HealthNews (HN)- A MSD promove este sábado uma conferência para analisar os benefícios e o impacto da Inteligência Artificial. Qual a importância do evento no contexto atual da saúde?

Hugo Gamboa (HG)- Considero que a educação dos médicos precisa de ter uma noção mais clara sobre o potencial destas novas tecnologias. São ferramentas que vão representar muitos desafios, mas também muitas oportunidades… É por isso que considero que a não participação da classe médica nesta discussão será muito limitante. A saúde do futuro passará por estas tecnologias de IA, sendo por isso que os médicos são chamados a perceber melhor o seu funcionamento. Portanto, a Conferência Leading Innovation, Changing Lives pretende apoiar clínicos na utilização destas ferramentas e mostrar seu potencial.

HN- Hoje em dia há uma maior preocupação pela medicina preventiva. Em que medida a Inteligência Artificial possibilita a realização de diagnósticos mais precoces e precisos?

HG- A recolha de dados sobre os indicadores de saúde dos doentes é uma fonte preciosa para que a IA funcione. Estas informações vão permitir detetar variações, de forma muito precoce, sobre mudanças de peso ou mesmo de alterações no sono. Todos estes dados são analisados por algoritmos, gerando alertas para o próprio doente e para o clínico que o acompanha. Isto permite com que o médico intervenha depressa, sobretudo numa situação reversível.

HN- Cada vez mais ouvimos falar sobre a importância da informatização dos dados nas unidades de saúde. Considera que a IA permite uma melhor gestão e otimização dos recursos?

HG- Sim, mas as experiências mais notáveis na história da introdução da IA na Medicina é mais no apoio ao diagnóstico. Temos alguns algoritmos que conseguem identificar erros ou falhas de dados e que conseguem complementar os dados com informação de outras fontes para podermos ter a melhor perspectiva sobre o doente. Tem vindo a ser utilizado o Data Curation para o apoio à decisão dos clínicos.

HN- Mas equipar hospitais e centros de saúde com este tipo de tecnologia de ponta representa um investimento económico significativo…

HG- Sim, mas aos poucos começamos a ver a introdução deste tipo de tecnologias. Um exemplo muito simples é o reconhecimento da fala. Temos médicos que no seu dia-a-dia utilizam estas ferramentas para realizar relatórios clínicos. É algo que poupa tempo aos médicos e que já faz parte da prática clínica. Portanto, nem tudo tem que significar uma mudança radical…

HN- E no que toca à melhoria dos indicadores de saúde das populações, qual o impacto da IA?

HG- A monitorização dos dados e a previsão daquilo que pode acontecer a um determinado grupo de doentes vai permitir orientar práticas clínicas e tipos de tratamentos eficazes para a criação de “valor em saúde”. Trata-se de uma visão que mede o custo e o benefício para o doente.

HN- A humanização no tratamento das doenças é algo que tem vindo a ser fortemente discutido pela comunidade médica.

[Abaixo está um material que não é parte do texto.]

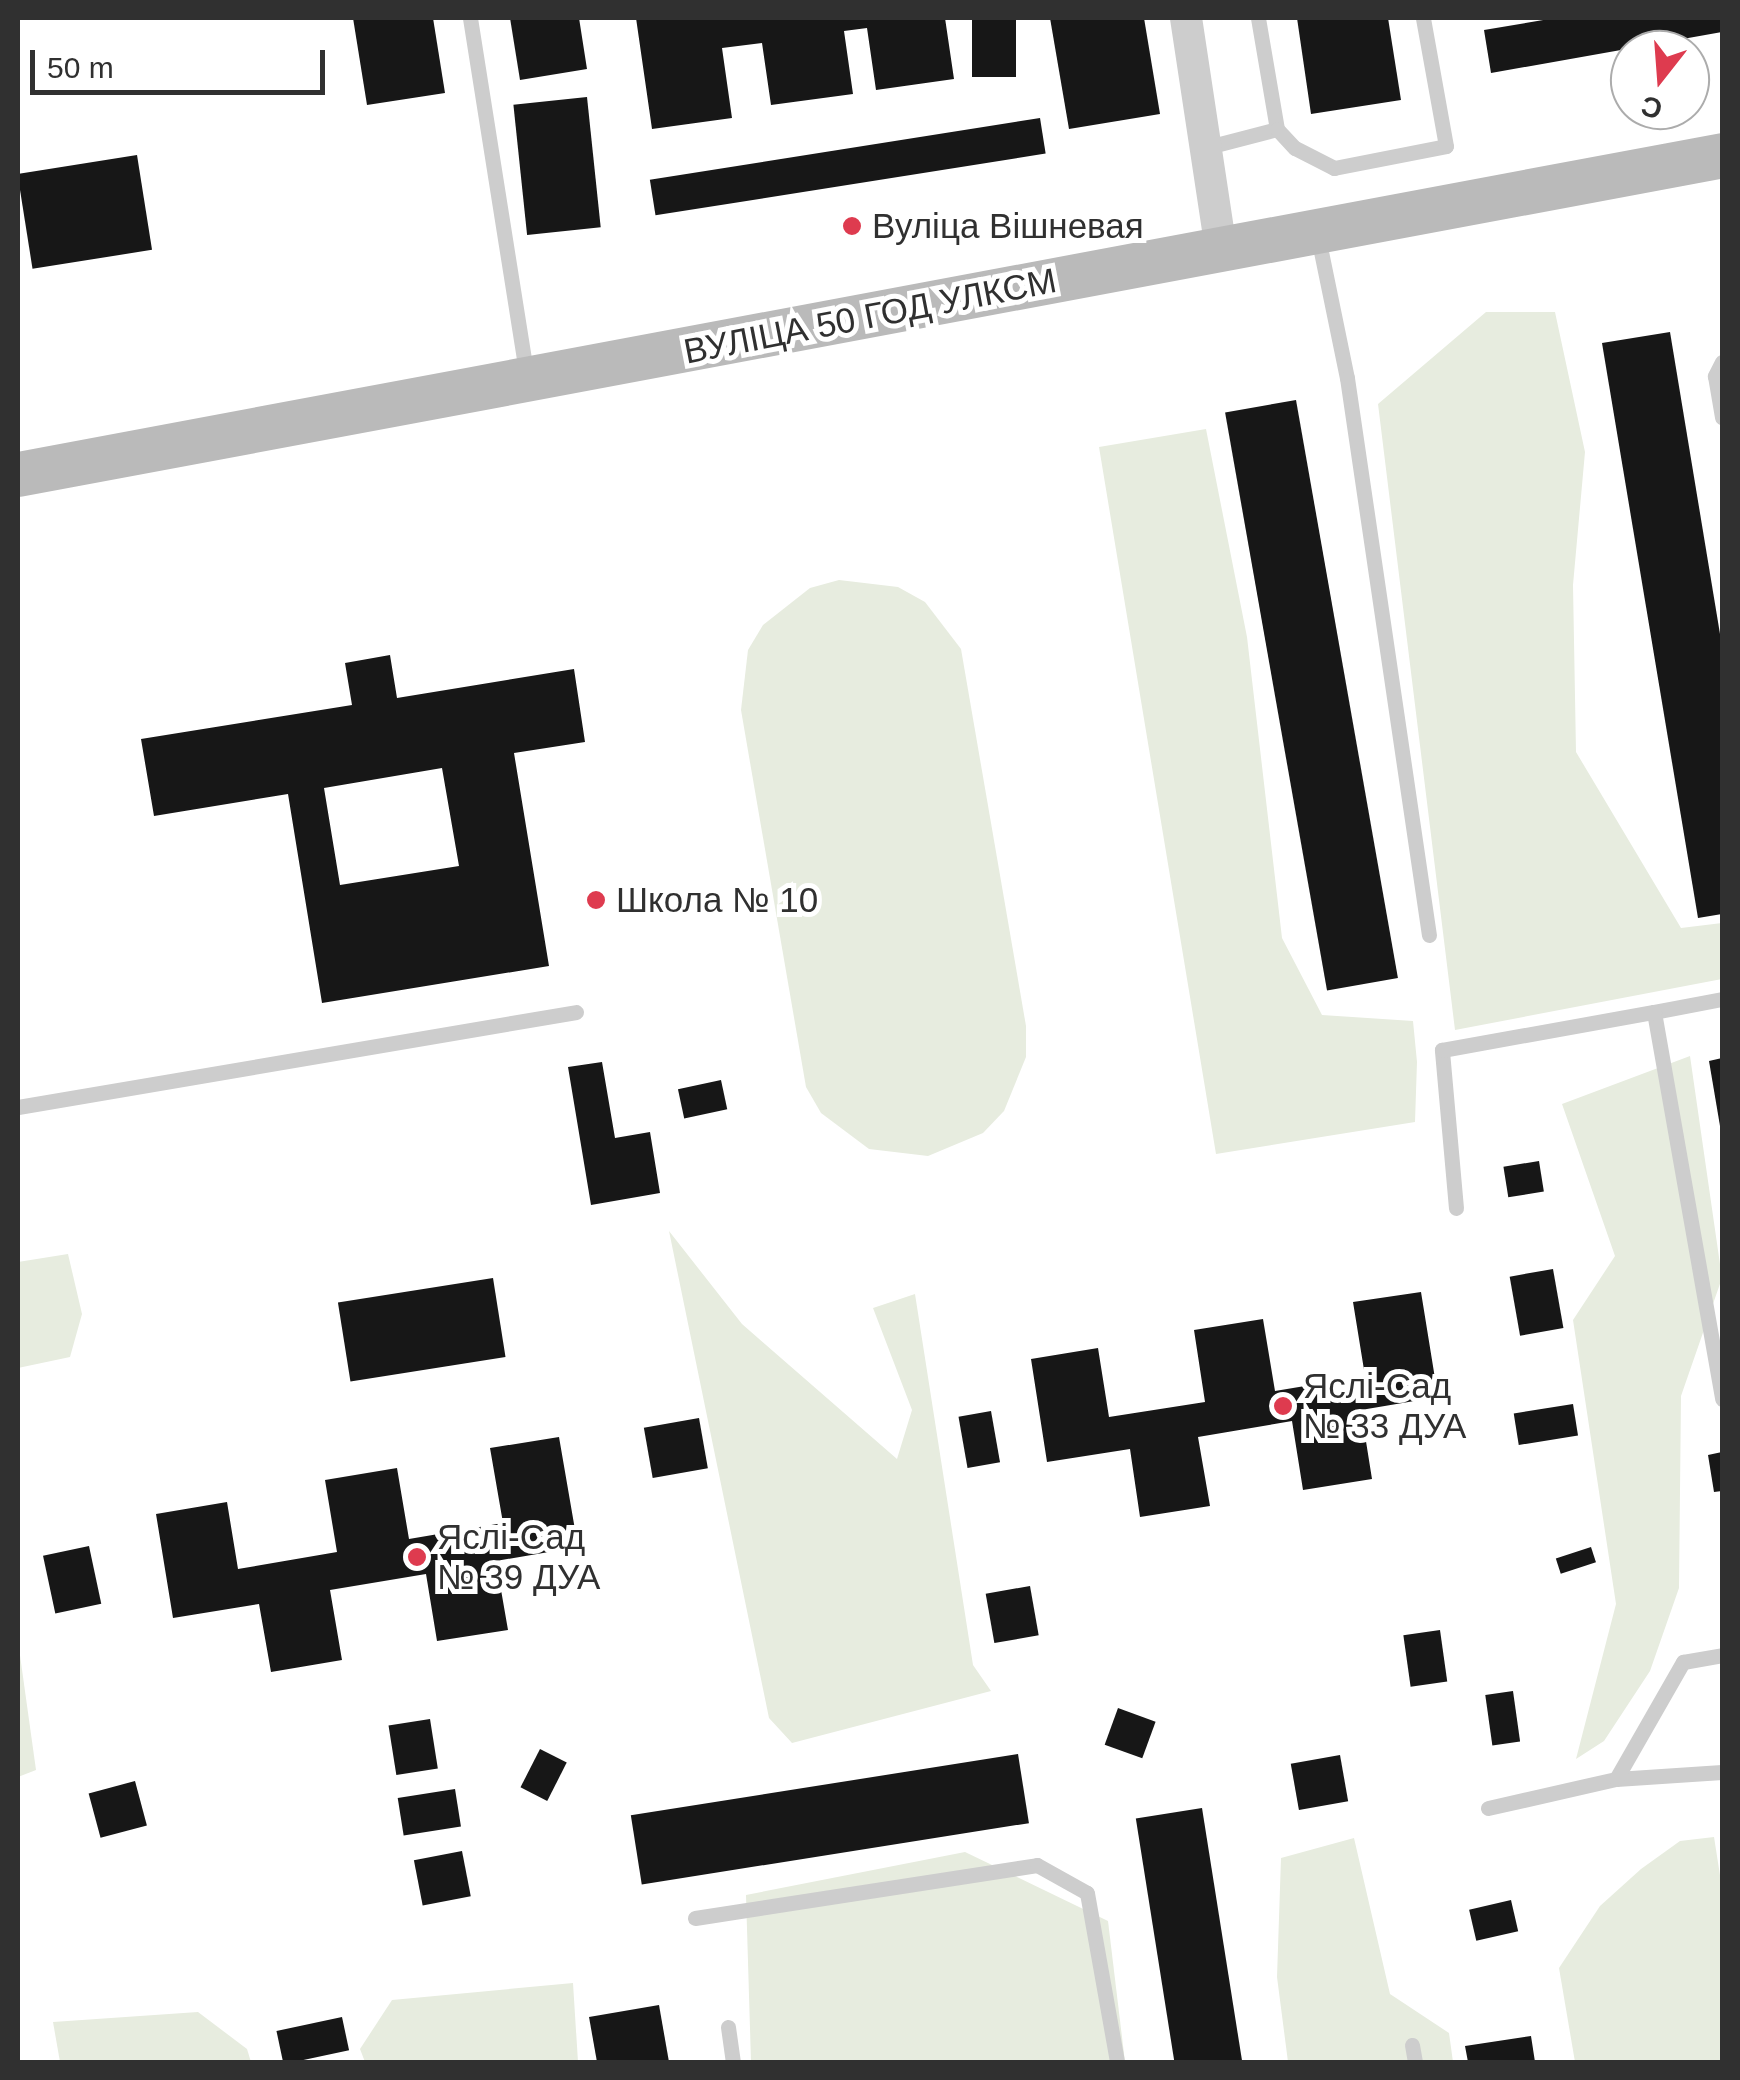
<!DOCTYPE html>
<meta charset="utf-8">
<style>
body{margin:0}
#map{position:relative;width:1740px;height:2080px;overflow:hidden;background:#fff;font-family:Arial,sans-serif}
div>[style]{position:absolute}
.green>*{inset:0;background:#e7ecdf}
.building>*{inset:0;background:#171717;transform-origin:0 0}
.service>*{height:15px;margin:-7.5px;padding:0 7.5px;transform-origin:7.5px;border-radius:7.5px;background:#cdcdcd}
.minor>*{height:32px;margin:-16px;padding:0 16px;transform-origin:16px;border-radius:16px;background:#cdcdcd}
.secondary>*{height:45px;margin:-22.5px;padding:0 22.5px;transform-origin:22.5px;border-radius:22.5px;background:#bababa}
.dots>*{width:28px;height:28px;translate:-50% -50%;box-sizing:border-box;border:5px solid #fff;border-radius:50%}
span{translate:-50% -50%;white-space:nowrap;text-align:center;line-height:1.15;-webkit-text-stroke:10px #fff;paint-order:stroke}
.poi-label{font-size:35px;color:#303030}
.left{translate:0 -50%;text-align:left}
.street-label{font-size:35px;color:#303030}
.frame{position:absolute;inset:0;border:20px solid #303030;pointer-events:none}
.north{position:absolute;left:1610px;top:30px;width:100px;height:100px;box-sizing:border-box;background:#fff;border:2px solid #acacac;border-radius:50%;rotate:197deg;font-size:28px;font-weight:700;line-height:40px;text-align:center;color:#303030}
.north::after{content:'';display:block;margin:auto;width:35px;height:45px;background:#de3b4f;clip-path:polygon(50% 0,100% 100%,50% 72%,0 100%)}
.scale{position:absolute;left:30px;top:50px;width:295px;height:45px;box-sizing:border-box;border:5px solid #303030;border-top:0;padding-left:12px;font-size:30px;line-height:35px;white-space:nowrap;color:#303030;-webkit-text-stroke:8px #fff;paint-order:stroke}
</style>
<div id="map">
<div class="green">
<div style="clip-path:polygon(1486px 312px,1555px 312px,1585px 452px,1573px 585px,1576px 752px,1681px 928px,1722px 923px,1722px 979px,1455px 1030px,1378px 404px)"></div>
<div style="clip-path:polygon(1206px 429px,1247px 637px,1282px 938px,1322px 1015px,1413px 1021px,1417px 1062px,1415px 1122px,1216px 1154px,1099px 447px)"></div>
<div style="clip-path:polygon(839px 580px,898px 587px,925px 602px,961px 649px,1026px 1026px,1026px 1057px,1004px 1111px,983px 1133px,928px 1156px,869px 1149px,821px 1113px,806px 1087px,741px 710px,748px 650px,763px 625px,810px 588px)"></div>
<div style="clip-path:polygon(1690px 1056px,1722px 1278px,1681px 1396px,1679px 1588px,1650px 1671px,1604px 1741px,1576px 1759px,1616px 1604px,1573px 1320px,1615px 1256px,1562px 1104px)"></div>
<div style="clip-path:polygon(669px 1231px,742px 1324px,897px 1459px,912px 1410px,873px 1308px,915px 1294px,973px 1665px,991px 1691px,792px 1743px,769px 1718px)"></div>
<div style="clip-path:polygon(68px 1254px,82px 1314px,70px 1357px,18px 1368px,18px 1262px)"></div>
<div style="clip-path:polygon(18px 1641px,36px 1770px,18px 1777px)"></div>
<div style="clip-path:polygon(1714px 1837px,1722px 1888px,1722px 2062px,1575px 2062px,1559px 1968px,1600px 1906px,1641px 1869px,1680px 1841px)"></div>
<div style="clip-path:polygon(1354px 1838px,1390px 1994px,1449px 2033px,1453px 2062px,1288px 2062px,1277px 1977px,1281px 1858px)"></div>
<div style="clip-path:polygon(965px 1852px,1108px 1921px,1125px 2062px,751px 2062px,746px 1895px)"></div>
<div style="clip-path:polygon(573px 1983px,578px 2062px,365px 2062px,360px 2049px,392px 2000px)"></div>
<div style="clip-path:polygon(198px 2012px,247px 2049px,251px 2062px,60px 2062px,53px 2022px)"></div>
</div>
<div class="building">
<div style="clip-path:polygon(353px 18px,433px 18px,445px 93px,367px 105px)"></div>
<div style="clip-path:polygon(510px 18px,579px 18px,587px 69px,520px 80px)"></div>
<div style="clip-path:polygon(636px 18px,945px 18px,954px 79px,876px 90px,867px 28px,844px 31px,853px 94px,771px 105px,762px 43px,722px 48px,732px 118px,652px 129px)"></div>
<div style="left:972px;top:18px;width:44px;height:59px"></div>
<div style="clip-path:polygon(1050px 18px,1144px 18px,1160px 114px,1069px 129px)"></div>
<div style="clip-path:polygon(1297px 18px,1388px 18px,1401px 100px,1311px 114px)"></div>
<div style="clip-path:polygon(1555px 18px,1722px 18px,1722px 32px,1491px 73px,1484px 30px)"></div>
<div style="left:587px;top:97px;width:131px;height:74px;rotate:84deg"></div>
<div style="left:1040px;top:118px;width:36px;height:395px;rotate:81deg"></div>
<div style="left:137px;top:155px;width:96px;height:121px;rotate:81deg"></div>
<div style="clip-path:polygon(1670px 332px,1722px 646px,1722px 914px,1698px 918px,1602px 343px)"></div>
<div style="left:1296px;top:400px;width:587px;height:72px;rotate:80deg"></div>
<div style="clip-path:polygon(evenodd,390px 655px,397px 698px,574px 669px,585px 742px,514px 753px,549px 966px,322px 1003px,288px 794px,154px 816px,141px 739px,352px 705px,345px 663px,390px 655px,442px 768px,459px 866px,340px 885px,324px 788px,442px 768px)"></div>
<div style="clip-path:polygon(1722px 1058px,1722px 1125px,1720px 1126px,1709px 1061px)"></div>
<div style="clip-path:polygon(602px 1062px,615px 1138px,650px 1132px,660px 1193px,591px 1205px,568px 1067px)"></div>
<div style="left:721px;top:1080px;width:30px;height:44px;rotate:78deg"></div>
<div style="left:1539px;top:1161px;width:31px;height:36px;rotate:81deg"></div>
<div style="left:1553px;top:1269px;width:60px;height:44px;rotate:80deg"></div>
<div style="left:493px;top:1278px;width:80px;height:157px;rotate:81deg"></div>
<div style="clip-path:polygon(1421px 1292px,1438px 1397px,1361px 1410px,1372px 1479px,1303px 1490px,1292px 1421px,1198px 1437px,1210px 1506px,1140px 1517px,1130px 1449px,1047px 1462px,1031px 1359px,1098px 1348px,1109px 1417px,1205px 1402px,1194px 1330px,1263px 1319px,1275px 1391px,1365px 1376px,1353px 1302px)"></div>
<div style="left:1573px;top:1404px;width:32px;height:60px;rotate:81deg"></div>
<div style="left:991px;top:1411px;width:52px;height:33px;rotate:80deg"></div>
<div style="left:699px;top:1418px;width:51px;height:56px;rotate:80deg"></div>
<div style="clip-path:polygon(559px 1437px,578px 1547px,496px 1561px,508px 1630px,437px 1641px,426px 1574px,330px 1590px,342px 1660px,271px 1672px,259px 1604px,173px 1618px,156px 1514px,227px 1502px,238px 1569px,337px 1552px,325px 1480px,397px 1468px,409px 1539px,503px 1523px,490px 1448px)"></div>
<div style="clip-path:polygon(1722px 1452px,1722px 1491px,1714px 1492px,1708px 1455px)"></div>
<div style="left:89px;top:1546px;width:59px;height:47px;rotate:78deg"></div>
<div style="left:1591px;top:1547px;width:16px;height:37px;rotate:72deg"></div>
<div style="left:1030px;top:1586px;width:50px;height:45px;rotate:80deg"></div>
<div style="left:1440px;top:1630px;width:52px;height:37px;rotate:82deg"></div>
<div style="left:1513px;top:1691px;width:51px;height:28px;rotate:82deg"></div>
<div style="left:1118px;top:1708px;width:40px;height:39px;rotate:20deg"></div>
<div style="left:430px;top:1719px;width:50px;height:42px;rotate:81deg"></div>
<div style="left:540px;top:1749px;width:30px;height:43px;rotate:27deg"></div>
<div style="left:1018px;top:1754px;width:70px;height:392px;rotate:81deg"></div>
<div style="left:1340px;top:1755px;width:47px;height:50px;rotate:80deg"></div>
<div style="left:135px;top:1781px;width:46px;height:48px;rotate:75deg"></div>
<div style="left:455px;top:1789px;width:38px;height:58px;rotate:81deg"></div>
<div style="left:1202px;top:1808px;width:257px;height:67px;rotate:81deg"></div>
<div style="left:462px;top:1851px;width:46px;height:49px;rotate:79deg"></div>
<div style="left:1511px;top:1900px;width:32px;height:43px;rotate:77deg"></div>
<div style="clip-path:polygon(659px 2005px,669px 2062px,597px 2062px,589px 2017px)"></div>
<div style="left:342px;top:2017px;width:34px;height:67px;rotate:78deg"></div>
<div style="clip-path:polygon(1531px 2036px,1535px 2062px,1468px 2062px,1465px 2046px)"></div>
</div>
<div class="service">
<div style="left:470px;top:18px;width:363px;rotate:81deg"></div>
<div style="left:1258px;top:18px;width:113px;rotate:80.3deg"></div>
<div style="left:1208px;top:147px;width:71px;rotate:-14.6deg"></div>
<div style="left:1277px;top:129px;width:26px;rotate:47deg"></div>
<div style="left:1295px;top:148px;width:44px;rotate:27.1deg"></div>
<div style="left:1334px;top:168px;width:114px;rotate:-11.1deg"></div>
<div style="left:1446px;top:146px;width:130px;rotate:-100.2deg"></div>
<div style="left:1318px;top:237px;width:144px;rotate:78.4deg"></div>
<div style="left:1347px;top:378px;width:563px;rotate:81.63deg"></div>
<div style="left:1722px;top:362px;width:16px;rotate:117deg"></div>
<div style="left:1715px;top:376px;width:42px;rotate:80.3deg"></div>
<div style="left:1722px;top:999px;width:69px;rotate:169.2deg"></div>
<div style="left:1654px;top:1012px;width:393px;rotate:80deg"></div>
<div style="left:18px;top:1107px;width:566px;rotate:-9.66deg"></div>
<div style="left:1456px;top:1208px;width:159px;rotate:-95.1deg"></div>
<div style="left:1442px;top:1050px;width:215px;rotate:-10.2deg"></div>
<div style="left:1616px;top:1779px;width:106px;rotate:-3.8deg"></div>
<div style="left:1488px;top:1808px;width:131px;rotate:-12.8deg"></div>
<div style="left:1616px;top:1779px;width:135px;rotate:-60.2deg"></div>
<div style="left:1683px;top:1662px;width:40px;rotate:-10deg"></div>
<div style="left:695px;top:1918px;width:346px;rotate:-8.8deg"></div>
<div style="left:1037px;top:1865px;width:57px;rotate:29.2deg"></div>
<div style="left:1087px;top:1893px;width:172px;rotate:79.9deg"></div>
<div style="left:728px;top:2027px;width:35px;rotate:82deg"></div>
<div style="left:1412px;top:2045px;width:17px;rotate:80deg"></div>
</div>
<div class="minor">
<div style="left:1186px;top:18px;width:234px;rotate:81.4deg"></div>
</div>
<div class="secondary">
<div style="left:18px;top:474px;width:1734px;rotate:-10.6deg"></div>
</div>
<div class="dots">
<div style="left:852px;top:226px;background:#de3b4f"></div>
<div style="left:596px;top:900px;background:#de3b4f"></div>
<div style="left:1283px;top:1406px;background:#de3b4f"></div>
<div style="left:417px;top:1557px;background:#de3b4f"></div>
</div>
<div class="poi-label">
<span class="left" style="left:872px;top:226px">Вуліца Вішневая</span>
<span class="left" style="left:616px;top:900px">Школа № 10</span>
<span class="left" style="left:1303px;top:1406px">Яслі-Сад<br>№ 33 ДУА</span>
<span class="left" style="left:437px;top:1557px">Яслі-Сад<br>№ 39 ДУА</span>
</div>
<div class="street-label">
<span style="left:870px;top:316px;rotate:-11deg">ВУЛІЦА 50 ГОД УЛКСМ</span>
</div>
<div class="frame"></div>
<div class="north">С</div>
<div class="scale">50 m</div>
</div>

A IA não contraria este princípio?

HG- Alguns destes processos tendem a gerar automação, isto é, permitem com que algumas tarefas sejam feitas diretamente pelo computador e não por um médico. Portanto, pode contribuir para a otimização dos recursos, mas a questão da desumanização pode acontecer.

Numa experiência que fizemos em que acompanhamos, de forma remota, doentes após uma intervenção cirúrgica verificamos que, por haver mais transmissão de informação, o contacto dos enfermeiros à distância foi maior do que o tempo que os pacientes teriam se fossem ao hospital. Portanto, estas tecnologias às vezes até permitem humanizar mais, se forem bem usadas, os cuidados de saúde.

HN- O erro médico está entre as principais causas de morte nos Estados Unidos. De que forma a IA pode contribuir para diminuir estas estatísticas?

HG- A IA permite o auxílio na tomada de decisão. Estes algoritmos fornecem aos médicos uma sugestão de diagnóstico. No entanto, há situações em que é importante que os clínicos questionem algumas destas sugestões… Pode acontecer alguns médicos perderem competências por causa da automação da IA. Os médicos devem continuar a ser críticos.

Portanto, respondendo à pergunta, a IA pode diminuir o erro médico, mas se o levarmos ao extremo podemos gerar erros por confiar demasiado na tecnologia.

HN- Uma nota final

HG- Quando olhamos para o futuro da IA, a questão da substituição dos médicos é sempre algo muito premente. De qualquer forma, é importante frisar que a ligação do ser humano com a tecnologia é o que vai potenciar o futuro da saúde. Portanto, a IA não se trata de substituir os médicos, mas sim um trabalho conjunto. O contacto humano vai ser sempre mantido.